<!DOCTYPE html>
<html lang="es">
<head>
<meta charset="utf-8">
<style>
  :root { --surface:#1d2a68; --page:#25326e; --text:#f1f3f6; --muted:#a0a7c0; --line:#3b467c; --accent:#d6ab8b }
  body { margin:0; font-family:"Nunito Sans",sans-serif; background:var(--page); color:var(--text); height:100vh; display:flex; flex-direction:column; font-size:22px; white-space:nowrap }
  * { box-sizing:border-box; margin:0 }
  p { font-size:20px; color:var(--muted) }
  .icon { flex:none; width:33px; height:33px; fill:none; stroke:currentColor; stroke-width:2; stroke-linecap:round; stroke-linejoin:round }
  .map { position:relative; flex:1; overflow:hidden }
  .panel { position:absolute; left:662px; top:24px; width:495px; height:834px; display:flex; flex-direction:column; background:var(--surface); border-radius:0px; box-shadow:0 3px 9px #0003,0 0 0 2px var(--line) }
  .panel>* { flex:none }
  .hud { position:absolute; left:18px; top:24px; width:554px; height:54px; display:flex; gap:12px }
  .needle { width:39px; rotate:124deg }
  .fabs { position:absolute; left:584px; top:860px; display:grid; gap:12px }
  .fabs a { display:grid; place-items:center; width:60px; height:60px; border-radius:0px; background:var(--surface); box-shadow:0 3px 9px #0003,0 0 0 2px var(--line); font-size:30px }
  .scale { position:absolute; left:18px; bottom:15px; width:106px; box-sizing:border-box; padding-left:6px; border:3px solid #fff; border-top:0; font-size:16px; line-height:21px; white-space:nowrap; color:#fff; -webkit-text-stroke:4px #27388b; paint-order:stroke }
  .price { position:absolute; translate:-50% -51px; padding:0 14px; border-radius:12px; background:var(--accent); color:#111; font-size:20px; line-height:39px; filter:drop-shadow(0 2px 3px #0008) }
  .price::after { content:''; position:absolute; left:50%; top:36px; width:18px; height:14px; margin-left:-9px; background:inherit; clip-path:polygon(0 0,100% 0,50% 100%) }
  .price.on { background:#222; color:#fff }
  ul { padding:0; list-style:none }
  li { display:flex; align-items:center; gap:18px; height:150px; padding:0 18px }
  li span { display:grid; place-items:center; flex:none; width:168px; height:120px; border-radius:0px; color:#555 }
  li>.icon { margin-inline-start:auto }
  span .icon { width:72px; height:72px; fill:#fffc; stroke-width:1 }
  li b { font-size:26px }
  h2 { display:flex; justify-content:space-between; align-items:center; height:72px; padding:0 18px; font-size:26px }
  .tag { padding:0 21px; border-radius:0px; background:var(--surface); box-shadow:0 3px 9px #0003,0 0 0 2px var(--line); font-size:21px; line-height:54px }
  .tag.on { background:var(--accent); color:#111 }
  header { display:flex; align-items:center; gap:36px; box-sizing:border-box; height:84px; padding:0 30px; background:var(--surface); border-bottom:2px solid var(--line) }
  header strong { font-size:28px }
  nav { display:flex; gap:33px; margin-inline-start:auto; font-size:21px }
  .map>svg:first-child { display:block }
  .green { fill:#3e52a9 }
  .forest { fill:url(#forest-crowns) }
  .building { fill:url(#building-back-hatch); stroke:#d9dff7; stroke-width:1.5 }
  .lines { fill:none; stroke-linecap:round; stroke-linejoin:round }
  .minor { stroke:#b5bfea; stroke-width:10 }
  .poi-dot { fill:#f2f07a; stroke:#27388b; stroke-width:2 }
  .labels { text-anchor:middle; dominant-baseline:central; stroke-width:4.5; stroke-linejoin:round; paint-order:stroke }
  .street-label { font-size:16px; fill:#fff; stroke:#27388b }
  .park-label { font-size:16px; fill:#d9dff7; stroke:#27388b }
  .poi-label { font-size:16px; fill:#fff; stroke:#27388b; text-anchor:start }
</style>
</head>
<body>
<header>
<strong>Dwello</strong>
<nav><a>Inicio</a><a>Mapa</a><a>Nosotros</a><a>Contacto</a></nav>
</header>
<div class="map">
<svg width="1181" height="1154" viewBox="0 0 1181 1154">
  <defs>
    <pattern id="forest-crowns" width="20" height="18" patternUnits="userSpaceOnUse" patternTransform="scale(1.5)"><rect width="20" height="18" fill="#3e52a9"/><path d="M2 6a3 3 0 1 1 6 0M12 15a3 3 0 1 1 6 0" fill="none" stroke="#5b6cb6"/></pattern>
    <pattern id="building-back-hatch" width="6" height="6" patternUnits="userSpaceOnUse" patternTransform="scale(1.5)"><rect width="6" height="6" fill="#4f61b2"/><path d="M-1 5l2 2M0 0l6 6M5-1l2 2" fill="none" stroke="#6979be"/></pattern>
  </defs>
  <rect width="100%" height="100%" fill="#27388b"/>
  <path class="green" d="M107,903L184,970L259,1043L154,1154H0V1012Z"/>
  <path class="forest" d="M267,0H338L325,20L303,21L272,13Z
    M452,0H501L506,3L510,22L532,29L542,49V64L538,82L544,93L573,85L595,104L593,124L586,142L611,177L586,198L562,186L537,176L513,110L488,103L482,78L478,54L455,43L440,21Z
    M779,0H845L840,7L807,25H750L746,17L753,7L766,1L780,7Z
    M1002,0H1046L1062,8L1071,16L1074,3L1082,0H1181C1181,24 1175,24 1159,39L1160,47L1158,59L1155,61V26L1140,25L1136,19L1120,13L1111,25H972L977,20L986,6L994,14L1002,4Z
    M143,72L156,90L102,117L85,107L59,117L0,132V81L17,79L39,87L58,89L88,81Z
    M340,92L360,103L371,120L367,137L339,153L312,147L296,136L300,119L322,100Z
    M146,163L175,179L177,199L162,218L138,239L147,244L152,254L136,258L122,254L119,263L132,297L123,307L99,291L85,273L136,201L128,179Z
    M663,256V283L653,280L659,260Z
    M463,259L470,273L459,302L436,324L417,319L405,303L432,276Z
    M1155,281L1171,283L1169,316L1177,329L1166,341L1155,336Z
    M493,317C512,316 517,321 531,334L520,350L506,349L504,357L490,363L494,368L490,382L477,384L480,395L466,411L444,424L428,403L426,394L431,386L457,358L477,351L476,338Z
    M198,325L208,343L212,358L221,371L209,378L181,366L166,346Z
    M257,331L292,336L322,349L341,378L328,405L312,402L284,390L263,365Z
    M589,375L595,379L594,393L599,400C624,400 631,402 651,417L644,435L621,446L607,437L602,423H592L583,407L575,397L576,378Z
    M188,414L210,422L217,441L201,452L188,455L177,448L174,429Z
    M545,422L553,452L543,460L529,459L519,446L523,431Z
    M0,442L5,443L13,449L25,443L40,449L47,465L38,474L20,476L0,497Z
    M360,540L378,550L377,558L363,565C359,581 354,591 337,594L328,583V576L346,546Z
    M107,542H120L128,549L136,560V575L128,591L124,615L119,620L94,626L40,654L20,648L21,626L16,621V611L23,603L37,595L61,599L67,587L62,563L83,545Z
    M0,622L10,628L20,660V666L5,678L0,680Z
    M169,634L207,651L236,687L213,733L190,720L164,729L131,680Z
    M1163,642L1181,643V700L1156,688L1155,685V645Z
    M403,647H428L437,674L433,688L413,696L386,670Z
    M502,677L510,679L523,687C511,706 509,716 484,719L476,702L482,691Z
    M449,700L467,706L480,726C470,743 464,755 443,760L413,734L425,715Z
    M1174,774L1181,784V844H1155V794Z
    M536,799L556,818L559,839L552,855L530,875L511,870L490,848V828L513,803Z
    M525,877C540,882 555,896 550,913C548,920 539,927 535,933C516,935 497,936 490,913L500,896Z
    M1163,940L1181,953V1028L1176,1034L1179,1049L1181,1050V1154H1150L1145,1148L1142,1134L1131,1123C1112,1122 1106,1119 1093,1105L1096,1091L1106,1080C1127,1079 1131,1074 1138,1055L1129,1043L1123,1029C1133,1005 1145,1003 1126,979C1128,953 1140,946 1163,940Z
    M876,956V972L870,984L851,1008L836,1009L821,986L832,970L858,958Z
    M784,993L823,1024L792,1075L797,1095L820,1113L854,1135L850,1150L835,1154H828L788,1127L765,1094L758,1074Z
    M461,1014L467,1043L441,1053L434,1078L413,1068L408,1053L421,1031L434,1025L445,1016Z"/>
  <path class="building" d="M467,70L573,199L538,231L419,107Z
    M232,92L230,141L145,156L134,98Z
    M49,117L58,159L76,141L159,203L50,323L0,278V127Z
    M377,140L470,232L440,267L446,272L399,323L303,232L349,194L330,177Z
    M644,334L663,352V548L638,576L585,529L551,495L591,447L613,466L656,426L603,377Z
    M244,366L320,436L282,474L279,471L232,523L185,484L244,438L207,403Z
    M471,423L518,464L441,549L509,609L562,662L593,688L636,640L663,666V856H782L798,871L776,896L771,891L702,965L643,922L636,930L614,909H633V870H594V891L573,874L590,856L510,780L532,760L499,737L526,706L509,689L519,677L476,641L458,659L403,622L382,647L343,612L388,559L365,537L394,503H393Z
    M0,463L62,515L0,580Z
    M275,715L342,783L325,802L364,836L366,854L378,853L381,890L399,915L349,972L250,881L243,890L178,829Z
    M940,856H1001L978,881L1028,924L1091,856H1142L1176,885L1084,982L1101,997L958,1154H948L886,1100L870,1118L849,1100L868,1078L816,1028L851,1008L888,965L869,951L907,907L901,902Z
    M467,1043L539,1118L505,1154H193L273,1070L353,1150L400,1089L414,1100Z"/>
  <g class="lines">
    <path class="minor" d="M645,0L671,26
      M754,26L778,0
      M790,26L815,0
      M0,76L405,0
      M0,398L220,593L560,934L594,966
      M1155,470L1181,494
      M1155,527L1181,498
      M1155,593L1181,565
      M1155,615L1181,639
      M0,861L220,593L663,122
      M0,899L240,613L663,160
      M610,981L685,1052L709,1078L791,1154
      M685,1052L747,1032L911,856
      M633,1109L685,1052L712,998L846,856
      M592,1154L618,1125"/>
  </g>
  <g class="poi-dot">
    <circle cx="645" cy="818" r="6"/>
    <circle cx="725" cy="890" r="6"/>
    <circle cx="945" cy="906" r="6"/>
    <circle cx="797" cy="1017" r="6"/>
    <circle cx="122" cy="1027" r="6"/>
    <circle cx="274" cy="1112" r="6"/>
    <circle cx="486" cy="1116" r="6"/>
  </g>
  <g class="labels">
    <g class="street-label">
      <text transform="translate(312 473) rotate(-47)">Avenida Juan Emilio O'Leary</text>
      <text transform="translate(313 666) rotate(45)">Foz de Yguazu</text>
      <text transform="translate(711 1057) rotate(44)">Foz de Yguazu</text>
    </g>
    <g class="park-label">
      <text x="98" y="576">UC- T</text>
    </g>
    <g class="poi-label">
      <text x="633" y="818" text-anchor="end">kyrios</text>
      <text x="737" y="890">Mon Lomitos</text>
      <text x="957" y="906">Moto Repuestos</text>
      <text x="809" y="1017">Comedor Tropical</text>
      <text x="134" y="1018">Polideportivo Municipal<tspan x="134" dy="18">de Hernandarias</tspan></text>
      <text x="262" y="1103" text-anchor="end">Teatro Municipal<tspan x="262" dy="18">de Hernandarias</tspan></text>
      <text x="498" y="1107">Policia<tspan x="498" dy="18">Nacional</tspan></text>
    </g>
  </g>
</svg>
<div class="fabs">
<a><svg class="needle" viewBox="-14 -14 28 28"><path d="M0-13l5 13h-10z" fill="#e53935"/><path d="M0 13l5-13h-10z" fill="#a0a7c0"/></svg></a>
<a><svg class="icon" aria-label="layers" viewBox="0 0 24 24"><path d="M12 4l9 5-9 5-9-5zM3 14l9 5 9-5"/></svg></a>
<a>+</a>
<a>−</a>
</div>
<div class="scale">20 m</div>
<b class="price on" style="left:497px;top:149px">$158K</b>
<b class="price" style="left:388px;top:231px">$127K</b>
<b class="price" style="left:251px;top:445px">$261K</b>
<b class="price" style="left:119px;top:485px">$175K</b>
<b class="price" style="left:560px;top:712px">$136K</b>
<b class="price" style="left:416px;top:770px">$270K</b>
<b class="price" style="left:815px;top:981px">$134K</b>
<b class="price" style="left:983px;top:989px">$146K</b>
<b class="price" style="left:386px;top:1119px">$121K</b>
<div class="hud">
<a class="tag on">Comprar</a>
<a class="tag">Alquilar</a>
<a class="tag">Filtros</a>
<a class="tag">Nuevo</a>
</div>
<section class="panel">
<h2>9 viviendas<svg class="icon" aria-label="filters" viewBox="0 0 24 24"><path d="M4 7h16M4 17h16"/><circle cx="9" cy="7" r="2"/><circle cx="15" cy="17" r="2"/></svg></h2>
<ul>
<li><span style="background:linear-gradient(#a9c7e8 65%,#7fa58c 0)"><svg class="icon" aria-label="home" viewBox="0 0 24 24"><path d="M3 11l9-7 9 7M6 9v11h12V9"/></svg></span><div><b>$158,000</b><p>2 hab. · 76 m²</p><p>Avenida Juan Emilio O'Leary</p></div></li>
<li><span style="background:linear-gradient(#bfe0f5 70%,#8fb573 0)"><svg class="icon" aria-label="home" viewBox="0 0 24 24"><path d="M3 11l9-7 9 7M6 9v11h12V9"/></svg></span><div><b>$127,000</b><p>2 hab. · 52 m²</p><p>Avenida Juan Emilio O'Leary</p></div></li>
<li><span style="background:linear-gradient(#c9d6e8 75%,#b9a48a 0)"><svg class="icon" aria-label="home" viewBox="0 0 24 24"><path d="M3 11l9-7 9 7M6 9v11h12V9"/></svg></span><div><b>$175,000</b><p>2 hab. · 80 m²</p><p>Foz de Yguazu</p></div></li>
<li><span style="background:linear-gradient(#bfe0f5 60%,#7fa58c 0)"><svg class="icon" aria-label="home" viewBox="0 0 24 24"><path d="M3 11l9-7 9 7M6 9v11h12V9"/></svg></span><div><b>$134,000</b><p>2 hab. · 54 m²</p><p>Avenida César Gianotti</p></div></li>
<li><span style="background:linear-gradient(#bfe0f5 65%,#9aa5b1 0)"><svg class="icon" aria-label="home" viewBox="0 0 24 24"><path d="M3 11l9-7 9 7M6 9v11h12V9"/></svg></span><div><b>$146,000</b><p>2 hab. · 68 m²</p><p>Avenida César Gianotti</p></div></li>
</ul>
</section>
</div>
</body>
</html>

## Required work
Reproduce the records above line by line, without any change, up to and including the line that holds "--surface:#1d2a68; --page:#25326e; --text:#f1f3f6;".

## Answer
<!DOCTYPE html>
<html lang="es">
<head>
<meta charset="utf-8">
<style>
  :root { --surface:#1d2a68; --page:#25326e; --text:#f1f3f6; --muted:#a0a7c0; --line:#3b467c; --accent:#d6ab8b }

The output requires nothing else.